Der sezierte Blick

■ Begehren und Kino: Morgen wäre Vladimir Nobokov 100 geworden. Das Abaton zeigt Filmadaptionen seiner Romane

Der Himmel hat sie sicher nicht geschickt. Und für die wahre Hölle ist sie noch zu klein. Geschöpfe wie sie sind dem Blick der Triebgestauten entstiegen, die nur in der Miniatur begehren, was sie sonst aus tiefster Seele hassen: die kleine Frau, das Mädchen. „Nicht menschlich“, sondern „dämonisch“ sind sie, die Nymphchen mit den wippenden Röckchen und den direkten Blicken. Ihren bösen Zauber erkennen „nur Künstler und Wahnsinnige“, schreibt Humbert Humbert, von der eigenen Betrachtung durchaus hingerissen – und zählt sich flott zur ersten Kategorie.

Wie viele Verkannte sitzt Humbert Humbert in diesem Moment in Nabokovs Lolita im Gefängnis, zeichnet sein Leben auf und sonnt sich dabei in den Strahlen einer erbärmlichen Hybris. „Blaß und besudelt“ hingegen sah Lolita aus, als Humbert sie nach langer Suche wiedersah, notiert er und meint „verheiratet und schwanger“. Doch das Schickliche und das Anstößige liegen nun einmal in enger Nachbarschaft. Nicht nur in der verschwitzen Wahrnehmung eines Pädophilen, der zerstören muß, was er besitzen will. Sondern auch in einem Amerika der 40er Jahre, das seine Wirtschaftsmacht auf strengen Puritanismus stellt. Seine Symbole können die unterdrückten Wünsche nicht verbergen: Lollipops, Hula-hoop-Reifen und herzchenförmigen Sonnenbrillen verheißen in ihrer Benutzung willkommene Zweideutigkeit. Humbert Humbert nimmt die Illusion beim Wort.

Und Regisseur Adrian Lyne tut es auch. Seine Lolita aus dem Jahr 1997 bleibt ein Oberflächenspuk. Keine Spur von jenem meisterlichen Schwanken zwischen Farce und bitterlichem Abgrund, der nicht nur pädophile Grauschläfen mit verschwitzten Blicken anzieht, sondern eine gesamte Kultur, die die Lust mit einer sexuell aufgeladenen Ikonographie des Konsums vertröstet. Lyne interessiert keine Kulturpsychologie und noch nicht einmal die Seelenverwandschaft von Begehren und Kino. Dem Regisseur von Eine verhängnisvolle Affäre und 9 1/2 Wochen geht es nicht um das innere Gefüge emotionaler Kriegsführung, sondern um Pikanterien. So schaut Lyne wie Humbert Humbert. Seine Lolita-Adaption ist Humberts beschlagener Traum.

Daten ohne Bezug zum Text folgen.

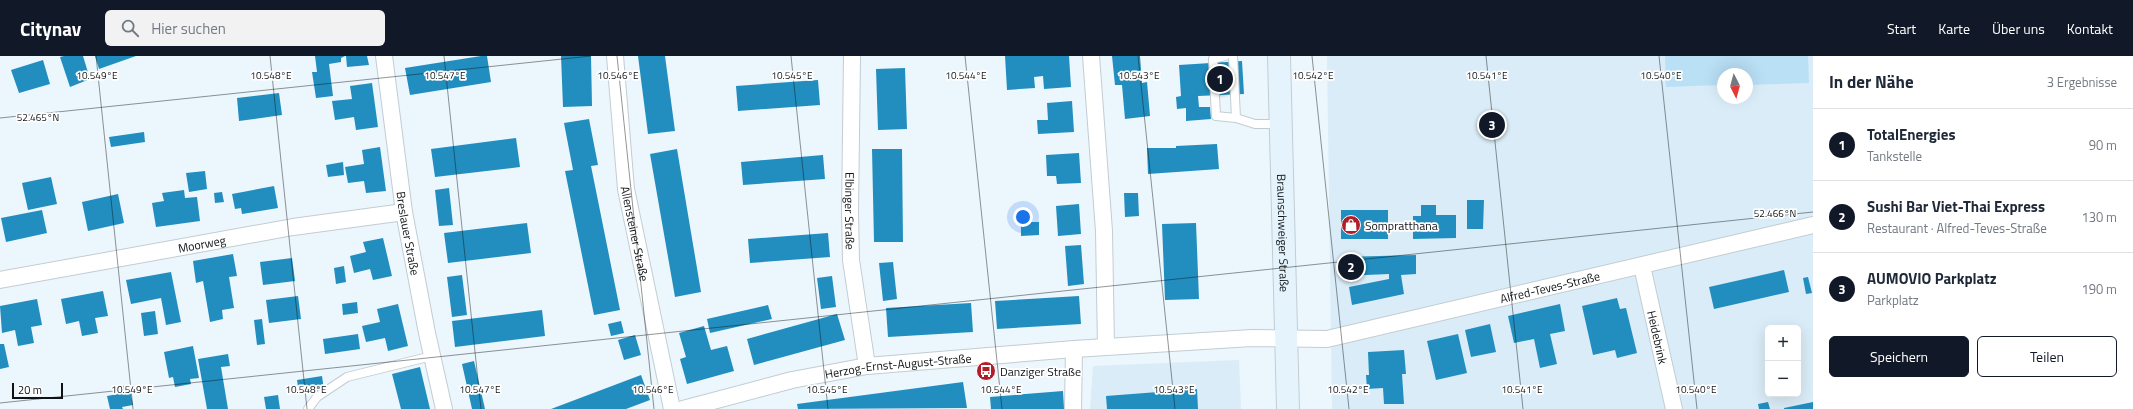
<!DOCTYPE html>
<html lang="de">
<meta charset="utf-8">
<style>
:root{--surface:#fff;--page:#f2f2f3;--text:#1f2937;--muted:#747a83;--line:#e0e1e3;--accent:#111827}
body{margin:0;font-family:"Titillium Web",sans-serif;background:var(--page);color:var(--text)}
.controls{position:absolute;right:12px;bottom:12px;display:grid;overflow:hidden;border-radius:6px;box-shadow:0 4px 16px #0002}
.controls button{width:36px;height:36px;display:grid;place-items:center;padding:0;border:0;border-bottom:1px solid var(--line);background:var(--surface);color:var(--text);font:20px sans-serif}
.compass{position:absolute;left:1717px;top:12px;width:36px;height:36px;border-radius:50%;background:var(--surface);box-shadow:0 4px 16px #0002;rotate:174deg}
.scale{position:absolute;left:12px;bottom:10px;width:51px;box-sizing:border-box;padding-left:4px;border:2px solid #0f1315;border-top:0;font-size:11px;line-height:14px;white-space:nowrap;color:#0f1315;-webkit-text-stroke:3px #fff;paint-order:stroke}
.you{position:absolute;left:1023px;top:161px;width:14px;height:14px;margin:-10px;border:3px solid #fff;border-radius:50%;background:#1a73e8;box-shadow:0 0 0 6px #1a73e833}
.badge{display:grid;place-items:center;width:26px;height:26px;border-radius:50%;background:var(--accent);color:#fff;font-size:13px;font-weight:700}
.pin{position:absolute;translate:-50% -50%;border:2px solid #fff;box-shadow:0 1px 4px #0006}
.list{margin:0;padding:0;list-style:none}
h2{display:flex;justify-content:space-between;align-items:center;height:52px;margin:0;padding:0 16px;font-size:17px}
h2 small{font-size:13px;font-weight:400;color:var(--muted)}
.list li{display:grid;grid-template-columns:26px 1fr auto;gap:12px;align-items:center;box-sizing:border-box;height:72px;padding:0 16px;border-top:1px solid var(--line)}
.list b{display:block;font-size:15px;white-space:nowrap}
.list p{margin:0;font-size:13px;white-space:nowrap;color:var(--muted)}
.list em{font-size:13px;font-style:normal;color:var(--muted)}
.actions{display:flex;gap:8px;padding:12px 16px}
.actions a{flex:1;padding:9px 0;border:1px solid var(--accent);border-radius:6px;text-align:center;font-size:14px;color:var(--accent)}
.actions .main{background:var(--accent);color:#fff}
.icon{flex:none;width:22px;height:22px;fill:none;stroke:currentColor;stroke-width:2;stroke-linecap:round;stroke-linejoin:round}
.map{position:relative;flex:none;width:1813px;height:353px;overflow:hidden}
header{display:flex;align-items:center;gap:24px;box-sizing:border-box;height:56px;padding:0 20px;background:var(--accent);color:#fff}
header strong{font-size:19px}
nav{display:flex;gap:22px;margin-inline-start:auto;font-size:14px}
.search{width:280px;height:36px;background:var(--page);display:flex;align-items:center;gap:10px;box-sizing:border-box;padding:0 14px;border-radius:6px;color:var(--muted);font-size:15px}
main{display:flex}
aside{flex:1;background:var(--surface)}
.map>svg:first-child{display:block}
.built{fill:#daecf7;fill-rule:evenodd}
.green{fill:#bae0f6}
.building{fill:#218ebf}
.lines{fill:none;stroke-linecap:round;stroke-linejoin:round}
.lane-casing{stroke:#c2cdd3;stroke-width:10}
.street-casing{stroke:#c2cdd3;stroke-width:18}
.secondary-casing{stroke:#c2cdd3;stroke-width:24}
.lane{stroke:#fff;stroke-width:8}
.street{stroke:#fff;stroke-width:16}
.secondary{stroke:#e5f4fc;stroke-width:22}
.ticks{fill:none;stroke:#0f1315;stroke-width:1;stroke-opacity:0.45}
.labels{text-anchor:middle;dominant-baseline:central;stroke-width:3.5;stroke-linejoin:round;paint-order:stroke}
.street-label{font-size:12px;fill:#0f1315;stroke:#fff}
.poi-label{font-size:12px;fill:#0f1315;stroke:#fff;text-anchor:start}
.ticks-label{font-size:10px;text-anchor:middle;fill:#0f1315;stroke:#fff;stroke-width:3.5;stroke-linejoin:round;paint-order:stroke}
</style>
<header>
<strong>Citynav</strong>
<div class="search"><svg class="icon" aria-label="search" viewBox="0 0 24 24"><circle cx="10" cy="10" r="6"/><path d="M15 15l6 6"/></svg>Hier suchen</div>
<nav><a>Start</a><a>Karte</a><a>Über uns</a><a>Kontakt</a></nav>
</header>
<main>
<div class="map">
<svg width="1813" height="353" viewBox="0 0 1813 353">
<rect width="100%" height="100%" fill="#ecf6fd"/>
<path class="built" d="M1327,0H1813V353H1332ZM1723,18H1747V42H1723ZM1768,272H1798V338H1768Z
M1239,304L1241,353H1090L1093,310Z"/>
<path class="green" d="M1665,0H1808L1809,27L1747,29V18H1723V29L1666,31Z"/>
<path class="building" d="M64,0H83L90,23L70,31L60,1Z
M95,0H136L99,13Z
M315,0H345L341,2V6L329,8L333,40L316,42L312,16H317Z
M346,0H367L369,9L347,11Z
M481,0H487L491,26L410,39L405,12Z
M561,0H591L592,50L563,51Z
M638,0H665L675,75L648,78Z
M1005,0H1069L1071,31L1044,33L1043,20L1034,21L1035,32L1007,34Z
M1112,0H1140L1142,27L1147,26L1150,60L1125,63L1122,29H1115Z
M43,4L50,28L19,37L11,14Z
M1242,5L1244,38L1198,40L1199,51H1210L1211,63L1186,65V52L1177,53L1176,41L1181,40L1179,9Z
M905,12L907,73L878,74L876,13Z
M818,24L820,49L738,55L736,30Z
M372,27L378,71L356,74L354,61L335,64L332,45L352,43L350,30Z
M279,37L282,59L239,65L237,42Z
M1072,45L1074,76L1038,78L1037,64H1048L1047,47Z
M589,63L598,109L591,110L620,254L594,259L565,115L573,114L564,67Z
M144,76L145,86L111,91L109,81Z
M516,82L520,111L435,121L431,93Z
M1217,88L1219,113L1148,118L1147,92H1176V90Z
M380,91L386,135L366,137L364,125L348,127L345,111L364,108L362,94Z
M677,93L701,236L675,241L650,98Z
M872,93H902L903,186H874Z
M1079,97L1081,127L1057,128L1056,120H1047L1046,99Z
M823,99L825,123L743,129L741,106Z
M343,106L344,119L328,121L326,109Z
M205,115L207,133L189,136L186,117Z
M51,121L57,148L28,154L22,127Z
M274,130L278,152L242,158L241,152L235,153L232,138Z
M449,132L453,169L439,170L435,134Z
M184,134L185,142L197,141L200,165L156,171L152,147L164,145L162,137Z
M222,136L224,146L215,147L214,137Z
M1124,137H1138L1139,160L1125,161Z
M118,138L124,167L88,175L82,146Z
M1467,144H1484L1483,173H1467Z
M1079,148L1081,178L1058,180L1056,150Z
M1421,149H1436V159H1456V182L1413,183V160H1421Z
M42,154L47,177L6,186L1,162Z
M1341,154H1388V183H1341Z
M1021,166H1039V179L1021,180Z
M527,167L531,197L448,207L444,177Z
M1196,167L1199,243L1165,244L1162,168Z
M828,177L830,201L750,207L748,183Z
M383,182L392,220L373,224L370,213L354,217L350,200L366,196L363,186Z
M1081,189L1084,228L1068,230L1065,190Z
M233,198L237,220L229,221L234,252L222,254L223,263L210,266L203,225L196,227L193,205Z
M1416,199V218L1401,219L1404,238L1352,249L1349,231L1389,223V218L1343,220L1342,201Z
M292,202L295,225L263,229L260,206Z
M893,206L897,243L883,245L879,207Z
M344,210L346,226L336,228L334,212Z
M1784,214L1789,236L1714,253L1709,231Z
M171,216L181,266L166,269L161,242L131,248L126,224Z
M462,219L467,259L452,261L447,221Z
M832,220L836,251L821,253L817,222Z
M1808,221L1812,237L1806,238L1803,222Z
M103,235L108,260L95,262L98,277L82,280L79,265L66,268L61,243Z
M298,240L301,263L269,267L266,244Z
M1079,240L1081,268L997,273L995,245Z
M1617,242L1620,253L1626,252L1637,297L1617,302L1615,294L1593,299L1582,250Z
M37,243L42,269L31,271L34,287L18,290L15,274L2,277L0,250Z
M357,246L358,257L343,259L342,248Z
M971,247L973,276L888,281L886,252Z
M398,248L408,290L388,295L385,282L366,286L362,270L380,266L377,253Z
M1560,248L1565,275L1550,278L1557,308L1540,312L1534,283L1514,287L1508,260Z
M768,249L772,263L710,277L707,263Z
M542,254L545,280L455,291L452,265Z
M155,255L158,278L144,280L141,257Z
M837,258L845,284L754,309L747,283Z
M262,263L265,288L257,289L254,264Z
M621,265L624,277L611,280L608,268Z
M1490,268L1496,296L1471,301L1465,274Z
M704,270L711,294L727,290L734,315L687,328L680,303L686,301L679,277Z
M358,278L360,293L325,298L323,283Z
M1458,278L1467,317L1436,324L1427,285Z
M635,279L641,299L624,304L618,284Z
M0,288H4L9,311L0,313Z
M193,290L199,322L190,323L191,328L175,331L173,321L169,322L164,296Z
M1404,294L1406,318H1402L1404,348H1384L1383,332L1367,333L1366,319H1369L1368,296Z
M228,298L230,310L221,311L228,353H207L198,303Z
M474,305L485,353H472L462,308Z
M420,311L430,353H401L392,318Z
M641,319L650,344L626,353H551Z
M322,320L324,334L299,337L297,324Z
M963,326L967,352L798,353L797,348Z
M129,329L133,349L122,351L123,353H110L107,340L118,338L117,331Z
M1197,333L1198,353H1107L1106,340Z
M1063,335L1064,353H991L990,341Z
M278,339L280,353H266L264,341Z
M1768,346L1770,353H1759L1758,348Z
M1813,346V353H1784V352Z"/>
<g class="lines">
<g class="lane-casing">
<path id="lane" d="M1225,0L1213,3L1216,60L1236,62
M1233,0L1236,62L1255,68H1279
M308,353L317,341L347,321L432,300"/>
</g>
<g class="street-casing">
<g id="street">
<path id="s1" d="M384,0L404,156L427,277L444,353"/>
<path id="s2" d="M615,0L626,133L672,353"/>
<path id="s3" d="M852,0L850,156L851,204L867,310"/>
<path d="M1091,0L1104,175L1106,291"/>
<path id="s4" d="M1642,210L1674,353"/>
<path id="s5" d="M0,224L293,171L404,156"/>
<path id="s6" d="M683,353L792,324L867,310L1074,293L1252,282L1327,283L1813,169"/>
<path d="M1073,353L1074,293"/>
</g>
</g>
<g class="secondary-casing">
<g id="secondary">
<path id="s7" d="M1279,0L1288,353"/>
</g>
</g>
<use href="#lane" class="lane"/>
<use href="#street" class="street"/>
<use href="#secondary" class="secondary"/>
</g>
<path class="ticks" d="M96,0L133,353M270,0L307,353M444,0L481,353M617,0L654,353M791,0L828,353M965,0L1002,353M1138,0L1175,353M1312,0L1349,353M1486,0L1523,353M1659,0L1697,353M0,62L591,0M0,347L1813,156"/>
<defs>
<g id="shop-disc" transform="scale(1)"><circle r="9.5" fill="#b01e29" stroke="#fff"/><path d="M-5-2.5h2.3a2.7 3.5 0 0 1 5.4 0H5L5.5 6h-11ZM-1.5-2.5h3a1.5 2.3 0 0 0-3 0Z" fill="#fff"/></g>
<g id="bus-disc" transform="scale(1)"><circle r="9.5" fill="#b01e29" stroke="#fff"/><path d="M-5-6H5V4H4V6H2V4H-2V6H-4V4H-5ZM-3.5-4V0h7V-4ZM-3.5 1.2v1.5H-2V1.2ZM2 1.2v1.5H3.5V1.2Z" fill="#fff"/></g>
</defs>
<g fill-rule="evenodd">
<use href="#shop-disc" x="1351" y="169"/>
<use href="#bus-disc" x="986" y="315"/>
</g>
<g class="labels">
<g class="street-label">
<text stroke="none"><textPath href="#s3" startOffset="155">Elbinger Straße</textPath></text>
<text stroke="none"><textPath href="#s1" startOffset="179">Breslauer Straße</textPath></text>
<text stroke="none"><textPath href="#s7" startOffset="177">Braunschweiger Straße</textPath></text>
<text stroke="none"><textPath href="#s2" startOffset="179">Allensteiner Straße</textPath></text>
<text stroke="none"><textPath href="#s5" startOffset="205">Moorweg</textPath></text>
<text stroke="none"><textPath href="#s6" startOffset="879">Alfred-Teves-Straße</textPath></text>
<text stroke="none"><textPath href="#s4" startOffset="73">Heidebrink</textPath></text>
<text stroke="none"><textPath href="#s6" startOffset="220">Herzog-Ernst-August-Straße</textPath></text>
</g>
<g class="poi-label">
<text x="1365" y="169">Sompratthana</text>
<text x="1000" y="315">Danziger Straße</text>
</g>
</g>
<g class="ticks-label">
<text x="97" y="23">10.549°E</text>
<text x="271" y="23">10.548°E</text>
<text x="445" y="23">10.547°E</text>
<text x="618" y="23">10.546°E</text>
<text x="792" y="23">10.545°E</text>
<text x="966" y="23">10.544°E</text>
<text x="1139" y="23">10.543°E</text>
<text x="1313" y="23">10.542°E</text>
<text x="1487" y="23">10.541°E</text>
<text x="1661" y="23">10.540°E</text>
<text x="38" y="65">52.465°N</text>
<text x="1775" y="161">52.466°N</text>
<text x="132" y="337">10.549°E</text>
<text x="306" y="337">10.548°E</text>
<text x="480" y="337">10.547°E</text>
<text x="653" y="337">10.546°E</text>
<text x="827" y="337">10.545°E</text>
<text x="1001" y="337">10.544°E</text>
<text x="1174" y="337">10.543°E</text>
<text x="1348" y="337">10.542°E</text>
<text x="1522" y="337">10.541°E</text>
<text x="1696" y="337">10.540°E</text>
</g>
</svg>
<div class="controls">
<button>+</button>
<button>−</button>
</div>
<svg class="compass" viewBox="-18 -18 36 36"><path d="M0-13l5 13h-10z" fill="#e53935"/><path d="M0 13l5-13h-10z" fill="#747a83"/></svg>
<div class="scale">20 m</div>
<div class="you"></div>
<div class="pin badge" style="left:1220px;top:23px">1</div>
<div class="pin badge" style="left:1351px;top:211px">2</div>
<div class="pin badge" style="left:1492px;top:69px">3</div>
</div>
<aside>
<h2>In der Nähe<small>3 Ergebnisse</small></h2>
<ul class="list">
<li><span class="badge">1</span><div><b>TotalEnergies</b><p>Tankstelle</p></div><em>90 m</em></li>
<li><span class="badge">2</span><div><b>Sushi Bar Viet-Thai Express</b><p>Restaurant · Alfred-Teves-Straße</p></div><em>130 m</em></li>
<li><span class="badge">3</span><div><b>AUMOVIO Parkplatz</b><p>Parkplatz</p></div><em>190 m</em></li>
</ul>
<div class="actions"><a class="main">Speichern</a><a>Teilen</a></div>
</aside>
</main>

„Kopulierender Klischees“ gab Vladimir Nabokov, der am 23. April 100 Jahre geworden wäre, einmal als Kriterium für Pornographie an, nachdem seine Literatur hartnäckig der Sittenwidrigkeit beschuldigt wurde. Einen Vorwurf, den er mit den Anfängen des Kinos teilt. Nabokovs meisterhaftes Sezieren von Schaulust und Begehren, von Bild und Abbild, von zerstörerischen Phantasien und Selbstauflösungen liefert wunderbaren Stoff für Leinwandillusionen.

Auch Rainer Werner Fassbinder entdeckte Nabokovs filmische Qualitäten und setzte 1977 Eine Reise ins Licht (Drehbuch von Tom Stoppard) in Szene. Hier sieht sich Hermann (Dirk Bogarde) selbst zu. Vor allem wenn er mit seiner Frau (Andrea Ferreol) schläft. Sein Leben als Schokoladenfarbrikant langweilt ihn. Ein neues soll her. Hermann kauft sich die Identität eines anderen, den jedoch nur er für ähnlich mit sich selbst hält. Der Rest der Welt sieht den Schwindel sofort.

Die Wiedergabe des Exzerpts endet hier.